*Work required:*
Images are to be left out when the records below are printed word for word.

════

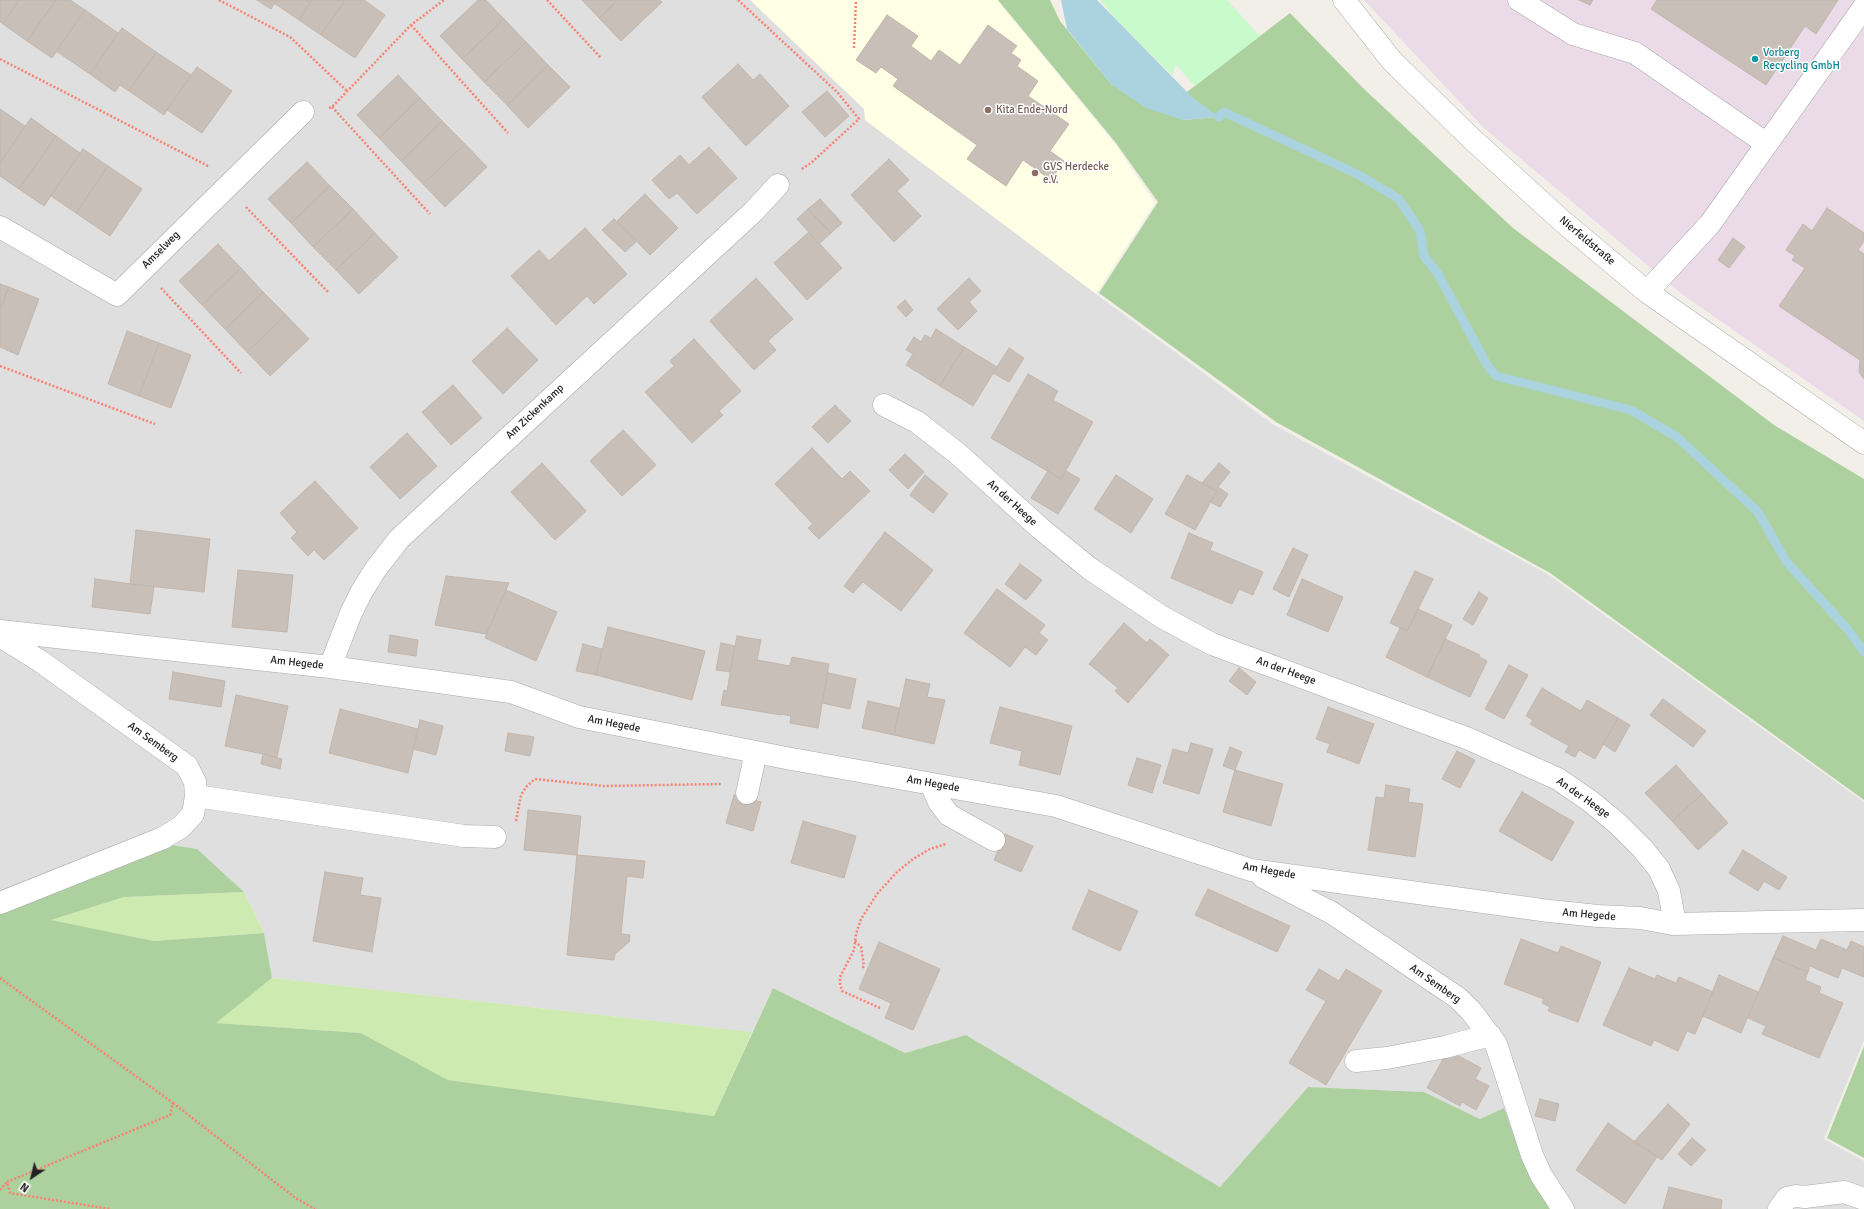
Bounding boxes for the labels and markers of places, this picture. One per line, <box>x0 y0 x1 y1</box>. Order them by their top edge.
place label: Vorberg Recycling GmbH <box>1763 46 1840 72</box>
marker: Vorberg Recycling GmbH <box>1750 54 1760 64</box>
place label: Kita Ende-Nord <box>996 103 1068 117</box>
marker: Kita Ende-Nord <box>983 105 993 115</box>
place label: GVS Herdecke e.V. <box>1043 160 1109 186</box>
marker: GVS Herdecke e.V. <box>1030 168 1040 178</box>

════

*Response to the exercise:*
Bounding boxes for the labels and markers of places, this picture. One per line, <box>x0 y0 x1 y1</box>. Order them by their top edge.
place label: Vorberg Recycling GmbH <box>1763 46 1840 72</box>
marker: Vorberg Recycling GmbH <box>1750 54 1760 64</box>
place label: Kita Ende-Nord <box>996 103 1068 117</box>
marker: Kita Ende-Nord <box>983 105 993 115</box>
place label: GVS Herdecke e.V. <box>1043 160 1109 186</box>
marker: GVS Herdecke e.V. <box>1030 168 1040 178</box>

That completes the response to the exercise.